Tiba-tiba ia memikirkan kemungkinan bahwa seseorang telah kehilangan kesabaran dan menyebabkan pemilik asli tubuhnya meninggal. Masuk akal jika kematian pemilik asli tersebut memberinya kesempatan untuk bereinkarnasi.
“Yang Mulia, Guru Hui’en yang Terhormat dari Biara Zen Agung akan berkunjung besok untuk menemui Anda. Anda harus bersiap untuk menerimanya,” lapor seorang kasim kepercayaan dengan hormat.
“Tuan Hui’en?” Xiao Nanfeng bertanya dengan rasa ingin tahu.

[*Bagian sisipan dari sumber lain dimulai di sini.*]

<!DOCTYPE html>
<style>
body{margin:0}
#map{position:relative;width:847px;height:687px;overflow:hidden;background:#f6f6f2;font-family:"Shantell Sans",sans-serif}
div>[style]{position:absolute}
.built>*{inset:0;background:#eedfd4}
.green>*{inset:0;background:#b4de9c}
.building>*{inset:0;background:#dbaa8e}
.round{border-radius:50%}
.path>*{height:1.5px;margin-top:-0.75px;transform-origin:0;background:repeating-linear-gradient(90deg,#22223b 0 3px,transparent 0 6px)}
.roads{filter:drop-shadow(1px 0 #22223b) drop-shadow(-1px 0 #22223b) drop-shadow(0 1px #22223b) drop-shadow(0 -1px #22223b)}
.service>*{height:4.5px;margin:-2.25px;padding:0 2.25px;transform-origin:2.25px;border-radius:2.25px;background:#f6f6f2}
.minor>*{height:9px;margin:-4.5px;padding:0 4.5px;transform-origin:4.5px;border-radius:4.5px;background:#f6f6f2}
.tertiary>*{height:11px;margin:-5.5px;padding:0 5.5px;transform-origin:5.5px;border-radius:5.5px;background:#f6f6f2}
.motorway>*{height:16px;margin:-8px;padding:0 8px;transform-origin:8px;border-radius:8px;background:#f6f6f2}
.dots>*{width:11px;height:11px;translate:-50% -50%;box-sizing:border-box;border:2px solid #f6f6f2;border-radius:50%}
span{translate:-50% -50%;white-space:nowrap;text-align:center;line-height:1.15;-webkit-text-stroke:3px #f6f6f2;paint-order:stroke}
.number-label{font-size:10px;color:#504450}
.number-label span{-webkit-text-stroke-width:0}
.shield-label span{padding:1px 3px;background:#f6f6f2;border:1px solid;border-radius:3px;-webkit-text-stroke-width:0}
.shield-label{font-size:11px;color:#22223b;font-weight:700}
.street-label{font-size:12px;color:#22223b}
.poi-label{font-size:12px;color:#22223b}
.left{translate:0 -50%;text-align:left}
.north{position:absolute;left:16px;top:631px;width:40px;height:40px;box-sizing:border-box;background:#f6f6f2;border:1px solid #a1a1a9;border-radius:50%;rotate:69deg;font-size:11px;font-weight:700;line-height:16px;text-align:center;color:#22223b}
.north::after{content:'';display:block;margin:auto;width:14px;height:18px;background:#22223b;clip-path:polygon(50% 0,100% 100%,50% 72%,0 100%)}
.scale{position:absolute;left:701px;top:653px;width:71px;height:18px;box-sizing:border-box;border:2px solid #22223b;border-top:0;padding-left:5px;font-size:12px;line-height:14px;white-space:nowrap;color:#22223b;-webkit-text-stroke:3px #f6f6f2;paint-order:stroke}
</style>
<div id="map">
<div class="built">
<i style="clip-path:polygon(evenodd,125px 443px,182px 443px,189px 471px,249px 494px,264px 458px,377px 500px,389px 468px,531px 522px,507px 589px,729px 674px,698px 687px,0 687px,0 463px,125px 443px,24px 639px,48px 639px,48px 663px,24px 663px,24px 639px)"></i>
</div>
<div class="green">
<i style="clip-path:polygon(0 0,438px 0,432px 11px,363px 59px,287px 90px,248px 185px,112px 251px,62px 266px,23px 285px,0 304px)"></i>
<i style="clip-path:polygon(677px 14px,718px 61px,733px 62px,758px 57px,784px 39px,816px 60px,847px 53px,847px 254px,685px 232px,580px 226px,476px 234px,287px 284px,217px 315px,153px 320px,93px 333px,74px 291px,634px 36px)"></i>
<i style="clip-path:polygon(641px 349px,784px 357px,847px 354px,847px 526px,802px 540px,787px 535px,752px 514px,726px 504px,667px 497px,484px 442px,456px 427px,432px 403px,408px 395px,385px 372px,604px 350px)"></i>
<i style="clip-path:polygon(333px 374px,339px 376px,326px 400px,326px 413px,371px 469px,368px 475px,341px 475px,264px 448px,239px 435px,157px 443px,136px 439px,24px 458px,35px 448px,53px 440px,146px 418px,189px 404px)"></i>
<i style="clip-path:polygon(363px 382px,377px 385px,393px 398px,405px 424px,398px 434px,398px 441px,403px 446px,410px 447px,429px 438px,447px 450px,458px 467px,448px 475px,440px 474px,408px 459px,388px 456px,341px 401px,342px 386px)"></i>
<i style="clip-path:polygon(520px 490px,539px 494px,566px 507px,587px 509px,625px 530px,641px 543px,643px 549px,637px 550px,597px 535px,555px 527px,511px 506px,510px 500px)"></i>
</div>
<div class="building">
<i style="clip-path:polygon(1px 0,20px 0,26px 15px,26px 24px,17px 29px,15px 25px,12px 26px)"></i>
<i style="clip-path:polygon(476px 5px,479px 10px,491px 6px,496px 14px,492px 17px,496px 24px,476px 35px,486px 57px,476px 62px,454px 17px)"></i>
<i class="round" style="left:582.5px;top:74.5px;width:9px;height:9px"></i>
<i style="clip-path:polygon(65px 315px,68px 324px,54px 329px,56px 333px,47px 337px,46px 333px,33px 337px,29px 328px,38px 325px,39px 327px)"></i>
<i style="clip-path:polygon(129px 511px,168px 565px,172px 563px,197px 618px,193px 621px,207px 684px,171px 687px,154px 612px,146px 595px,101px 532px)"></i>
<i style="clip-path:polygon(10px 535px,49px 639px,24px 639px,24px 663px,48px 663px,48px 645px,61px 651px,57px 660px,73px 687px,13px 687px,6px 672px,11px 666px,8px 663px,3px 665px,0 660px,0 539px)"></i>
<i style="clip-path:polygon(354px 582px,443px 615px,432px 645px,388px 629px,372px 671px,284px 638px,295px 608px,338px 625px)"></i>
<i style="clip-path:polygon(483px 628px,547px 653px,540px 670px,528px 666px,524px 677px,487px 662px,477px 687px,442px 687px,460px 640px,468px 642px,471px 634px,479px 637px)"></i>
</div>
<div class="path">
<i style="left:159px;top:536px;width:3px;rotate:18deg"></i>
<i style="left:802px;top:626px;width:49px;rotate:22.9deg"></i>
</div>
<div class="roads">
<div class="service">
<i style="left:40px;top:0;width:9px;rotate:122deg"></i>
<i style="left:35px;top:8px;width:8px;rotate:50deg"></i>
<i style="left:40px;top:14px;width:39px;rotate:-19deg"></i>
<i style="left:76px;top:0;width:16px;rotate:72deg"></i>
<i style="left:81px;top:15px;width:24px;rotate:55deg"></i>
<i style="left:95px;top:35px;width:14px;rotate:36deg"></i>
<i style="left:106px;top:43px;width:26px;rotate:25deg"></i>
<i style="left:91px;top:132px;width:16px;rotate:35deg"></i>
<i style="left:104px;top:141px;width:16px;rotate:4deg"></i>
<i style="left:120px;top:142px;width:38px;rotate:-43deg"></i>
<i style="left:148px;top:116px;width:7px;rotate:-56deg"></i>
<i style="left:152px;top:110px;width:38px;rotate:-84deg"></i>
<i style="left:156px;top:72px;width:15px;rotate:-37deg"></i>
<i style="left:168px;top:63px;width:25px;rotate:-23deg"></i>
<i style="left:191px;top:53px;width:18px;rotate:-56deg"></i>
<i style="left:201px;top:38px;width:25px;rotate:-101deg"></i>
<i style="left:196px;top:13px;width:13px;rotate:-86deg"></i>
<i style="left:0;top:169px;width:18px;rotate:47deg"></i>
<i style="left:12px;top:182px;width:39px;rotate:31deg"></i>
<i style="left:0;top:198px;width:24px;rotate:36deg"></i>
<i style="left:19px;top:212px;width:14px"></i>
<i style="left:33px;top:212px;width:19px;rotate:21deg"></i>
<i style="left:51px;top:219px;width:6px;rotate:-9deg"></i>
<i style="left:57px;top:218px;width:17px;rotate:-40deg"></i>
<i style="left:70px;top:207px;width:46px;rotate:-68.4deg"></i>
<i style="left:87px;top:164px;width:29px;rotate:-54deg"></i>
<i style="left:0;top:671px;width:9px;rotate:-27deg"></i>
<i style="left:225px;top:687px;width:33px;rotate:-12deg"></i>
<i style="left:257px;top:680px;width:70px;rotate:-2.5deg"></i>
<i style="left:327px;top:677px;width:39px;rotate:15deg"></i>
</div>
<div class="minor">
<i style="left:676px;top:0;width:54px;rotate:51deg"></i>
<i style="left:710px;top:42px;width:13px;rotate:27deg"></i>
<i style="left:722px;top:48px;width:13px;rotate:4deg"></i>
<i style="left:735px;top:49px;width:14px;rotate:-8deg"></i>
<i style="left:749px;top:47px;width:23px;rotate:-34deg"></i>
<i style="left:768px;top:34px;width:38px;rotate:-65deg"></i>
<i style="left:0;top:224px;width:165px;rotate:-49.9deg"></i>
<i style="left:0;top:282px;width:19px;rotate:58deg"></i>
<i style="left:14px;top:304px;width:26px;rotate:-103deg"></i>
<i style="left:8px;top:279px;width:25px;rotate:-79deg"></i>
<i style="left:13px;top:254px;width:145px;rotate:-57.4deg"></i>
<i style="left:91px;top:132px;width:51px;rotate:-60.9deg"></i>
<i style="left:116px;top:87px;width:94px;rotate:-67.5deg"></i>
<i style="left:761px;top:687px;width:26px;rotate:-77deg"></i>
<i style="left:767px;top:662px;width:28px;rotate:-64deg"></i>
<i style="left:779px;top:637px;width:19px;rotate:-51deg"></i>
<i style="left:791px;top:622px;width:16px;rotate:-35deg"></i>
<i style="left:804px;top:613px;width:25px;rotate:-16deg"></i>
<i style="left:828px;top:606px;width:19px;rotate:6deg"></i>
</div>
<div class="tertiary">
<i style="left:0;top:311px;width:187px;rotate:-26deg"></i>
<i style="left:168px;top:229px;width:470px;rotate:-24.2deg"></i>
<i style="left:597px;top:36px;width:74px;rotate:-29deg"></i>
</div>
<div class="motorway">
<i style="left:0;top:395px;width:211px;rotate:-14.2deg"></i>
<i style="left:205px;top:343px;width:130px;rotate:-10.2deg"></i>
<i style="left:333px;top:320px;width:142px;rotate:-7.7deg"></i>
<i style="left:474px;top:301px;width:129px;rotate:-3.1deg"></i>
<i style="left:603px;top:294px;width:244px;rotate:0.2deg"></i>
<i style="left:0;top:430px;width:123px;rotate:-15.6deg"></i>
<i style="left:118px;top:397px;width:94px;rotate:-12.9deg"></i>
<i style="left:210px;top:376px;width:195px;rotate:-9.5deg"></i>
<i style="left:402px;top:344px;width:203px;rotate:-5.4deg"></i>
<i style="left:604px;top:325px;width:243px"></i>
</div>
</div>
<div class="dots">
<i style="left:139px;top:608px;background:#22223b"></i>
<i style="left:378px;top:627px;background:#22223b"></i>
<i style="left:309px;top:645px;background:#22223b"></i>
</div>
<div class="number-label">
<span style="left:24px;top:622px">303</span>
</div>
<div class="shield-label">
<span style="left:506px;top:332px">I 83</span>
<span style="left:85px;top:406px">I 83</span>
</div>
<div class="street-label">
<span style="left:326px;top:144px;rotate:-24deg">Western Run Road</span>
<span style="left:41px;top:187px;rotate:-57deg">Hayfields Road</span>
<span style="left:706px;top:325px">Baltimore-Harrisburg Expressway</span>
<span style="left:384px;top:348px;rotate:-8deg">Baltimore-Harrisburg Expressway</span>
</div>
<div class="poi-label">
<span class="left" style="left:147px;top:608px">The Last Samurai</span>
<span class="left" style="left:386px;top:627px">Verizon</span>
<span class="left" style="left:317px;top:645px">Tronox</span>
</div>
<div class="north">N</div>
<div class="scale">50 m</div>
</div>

“Dia adalah kakak perempuan mendiang kaisar. Sepertinya dia datang untuk membatalkan pertunangan,” jelas kasim itu.
“Membatalkan pertunangan?” Xiao Nanfeng mengangkat alisnya.
“Bertahun-tahun yang lalu, Jenderal Agung, yang merupakan saudara angkat mendiang kaisar, gugur dalam pertempuran bersamanya. Jenderal itu memiliki seorang putri bernama Liu Miaoyin. Sebelum kematian mereka, mendiang kaisar dan jenderal tersebut mengatur pernikahan antara Anda dan putri Anda, dan mendiang kaisar juga menetapkan bahwa Liu Miaoyin akan menjadi permaisuri di masa depan. Namun, selama pemakaman mendiang kaisar, Guru Besar Hui’en menemukan bahwa Liu Miaoyin memiliki bakat luar biasa dalam kultivasi. Ia membawanya ke Biara Zen Agung untuk berlatih sebagai kultivator,” jelas kasim itu.
“Jadi Liu Miaoyin adalah tunanganku?” tanya Xiao Nanfeng dengan penasaran.
Kasim itu mengangguk masam. “Selama bertahun-tahun, desas-desus beredar bahwa Liu Miaoyin memiliki konstitusi luar biasa yang memungkinkannya unggul dalam kultivasi Buddha. Dia sekarang dihormati sebagai gadis suci di biara. Banyak orang di Biara Zen Agung percaya bahwa Yang Mulia tidak layak untuknya. Hanya masalah waktu sebelum pertunangan itu dibatalkan—dan tampaknya waktu itu akhirnya telah tiba.”
Kasim itu membungkuk, hampir tidak bisa menyembunyikan kemarahannya.
Xiao Nanfeng meringis. Menjadi kaisar hanya dalam nama saja sudah cukup membuat frustrasi—dan sekarang dia juga harus berurusan dengan pembatalan pernikahan.